Too Good to Keep the Silence

The Observer: Camille Paglia, who traded blows with Ms. Wolf in the early 1990’s over their radically different views on female sexual power, said she was no longer at war with Ms. Wolf, but was “shocked” to learn of Ms. Wolf’s accusations against Mr. Bloom, who is a long-time mentor of Ms. Paglia’s.

So I guess in Camille’s world, “you are either with us or against us.” I’m guessing here that Wolf is Oceania and Paglia is Eastasia. Either way, I’d love to see how Bloom gets out of this. This could be the Greer-Mailer matchup of our time.

And in the same article: Caitlin Flanagan’s been hired by the New Yorker to write pieces on “modern domestic life.” Would that involve how a well-to-do mother can blow $100,000 a year on child care? I think that’s something within everyone’s resources, don’t you?

Okay, back to recuperation.

Sorry, the Bronchitis Has Made Me Angry

Asimov’s somehow emerged as a magazine choice in a school fundraising drive. But one mother flipped through the magazine and was “shocked” to read about “young girls with no panties, young girls in white socks, young girls looking at his wank-mags with him, young girls doing it with one another while he watched.” What pisses me off about this is not only does Ms. Suburban Mom miss the point about what spec-fic is about, but that this perpetuates the impression that spec-fic is nothing less than stories about bug-eyed monsters and gender domination. A quick glance through the collected works of Urusula K. Le Guin, Octavia Butler or Margaret Atwood (the latter having escaped the “science fiction” ghettoization) shows that it’s a lot more than this. And if Ms. Suburban Mom can rally against the “naughty” qualities of spec-fic, how dare she remain silent about the sexuality expressed on magazine covers, television commercials, album covers, advertisements that eroticize children, and the like. Fuck the yokels in Grandville, MI. And fuck ’em hard.

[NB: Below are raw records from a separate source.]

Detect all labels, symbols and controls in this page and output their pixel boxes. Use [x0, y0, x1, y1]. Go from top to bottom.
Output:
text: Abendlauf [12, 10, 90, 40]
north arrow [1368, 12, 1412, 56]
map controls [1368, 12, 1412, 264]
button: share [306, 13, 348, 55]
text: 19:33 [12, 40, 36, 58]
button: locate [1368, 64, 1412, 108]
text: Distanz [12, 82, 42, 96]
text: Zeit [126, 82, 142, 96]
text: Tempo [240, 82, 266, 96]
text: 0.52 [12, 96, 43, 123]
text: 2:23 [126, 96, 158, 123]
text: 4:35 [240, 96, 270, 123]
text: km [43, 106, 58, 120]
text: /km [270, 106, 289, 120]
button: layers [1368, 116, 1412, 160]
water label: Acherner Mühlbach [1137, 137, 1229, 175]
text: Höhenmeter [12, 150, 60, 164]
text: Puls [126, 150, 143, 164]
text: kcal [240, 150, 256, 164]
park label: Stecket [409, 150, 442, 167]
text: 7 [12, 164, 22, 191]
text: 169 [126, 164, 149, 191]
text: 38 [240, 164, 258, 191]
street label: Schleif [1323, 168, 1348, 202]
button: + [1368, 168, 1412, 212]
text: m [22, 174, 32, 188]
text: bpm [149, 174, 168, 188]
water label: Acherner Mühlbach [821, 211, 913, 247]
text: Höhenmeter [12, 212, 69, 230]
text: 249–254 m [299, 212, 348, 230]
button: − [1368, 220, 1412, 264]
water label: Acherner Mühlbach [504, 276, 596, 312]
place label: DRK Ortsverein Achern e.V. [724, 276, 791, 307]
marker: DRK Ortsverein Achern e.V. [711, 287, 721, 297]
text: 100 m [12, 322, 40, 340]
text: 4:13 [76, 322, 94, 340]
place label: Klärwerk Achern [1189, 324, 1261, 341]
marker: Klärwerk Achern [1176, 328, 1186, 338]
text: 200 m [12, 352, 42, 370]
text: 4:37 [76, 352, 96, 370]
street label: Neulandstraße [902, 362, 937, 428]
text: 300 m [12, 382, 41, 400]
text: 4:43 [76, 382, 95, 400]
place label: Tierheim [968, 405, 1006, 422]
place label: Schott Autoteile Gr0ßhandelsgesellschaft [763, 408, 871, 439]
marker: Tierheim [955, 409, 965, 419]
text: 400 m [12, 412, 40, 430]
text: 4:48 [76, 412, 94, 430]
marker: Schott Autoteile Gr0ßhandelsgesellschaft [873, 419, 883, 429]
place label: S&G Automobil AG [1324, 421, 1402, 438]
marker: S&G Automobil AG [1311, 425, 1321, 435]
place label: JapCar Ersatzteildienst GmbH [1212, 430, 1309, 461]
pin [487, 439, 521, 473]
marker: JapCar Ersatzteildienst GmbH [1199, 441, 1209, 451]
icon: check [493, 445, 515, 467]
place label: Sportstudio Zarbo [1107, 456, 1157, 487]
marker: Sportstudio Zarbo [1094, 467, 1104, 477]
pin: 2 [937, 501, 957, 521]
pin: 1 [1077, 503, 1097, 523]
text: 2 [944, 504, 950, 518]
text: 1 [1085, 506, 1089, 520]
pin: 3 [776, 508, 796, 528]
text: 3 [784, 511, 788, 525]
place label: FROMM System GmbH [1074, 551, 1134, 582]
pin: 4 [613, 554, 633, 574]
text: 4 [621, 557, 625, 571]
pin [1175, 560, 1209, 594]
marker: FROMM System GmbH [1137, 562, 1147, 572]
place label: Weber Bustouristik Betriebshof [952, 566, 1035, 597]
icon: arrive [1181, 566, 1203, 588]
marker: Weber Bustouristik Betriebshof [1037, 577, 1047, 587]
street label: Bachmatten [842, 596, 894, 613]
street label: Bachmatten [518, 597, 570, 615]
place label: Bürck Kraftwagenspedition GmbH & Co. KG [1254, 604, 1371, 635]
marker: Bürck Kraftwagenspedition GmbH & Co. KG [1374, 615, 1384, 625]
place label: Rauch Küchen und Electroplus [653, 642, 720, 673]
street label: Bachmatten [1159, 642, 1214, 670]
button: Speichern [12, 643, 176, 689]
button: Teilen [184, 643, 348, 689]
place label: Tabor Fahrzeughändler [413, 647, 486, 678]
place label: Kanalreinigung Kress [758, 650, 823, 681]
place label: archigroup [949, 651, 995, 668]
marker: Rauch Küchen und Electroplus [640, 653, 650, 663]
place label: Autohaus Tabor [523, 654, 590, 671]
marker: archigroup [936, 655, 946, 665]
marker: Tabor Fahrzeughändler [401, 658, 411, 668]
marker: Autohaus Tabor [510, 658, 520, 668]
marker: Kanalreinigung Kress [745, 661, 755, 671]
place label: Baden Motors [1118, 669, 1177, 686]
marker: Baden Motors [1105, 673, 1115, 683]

The New York Times interviews Anne Tyler by e-mail. Amazingly, she characterizes her work as “truthful.” Hey, Anne, I’ve got your truthful right here. It’s called five figures a year. Apparently, Tyler’s based in Baltimore these days. If that’s the case, please, Hag, beat some sense into her.

Following up on the Jacqueline Wilson news, the Guardian has the top 100 borrowed books in the UK up. It’s not inspiring.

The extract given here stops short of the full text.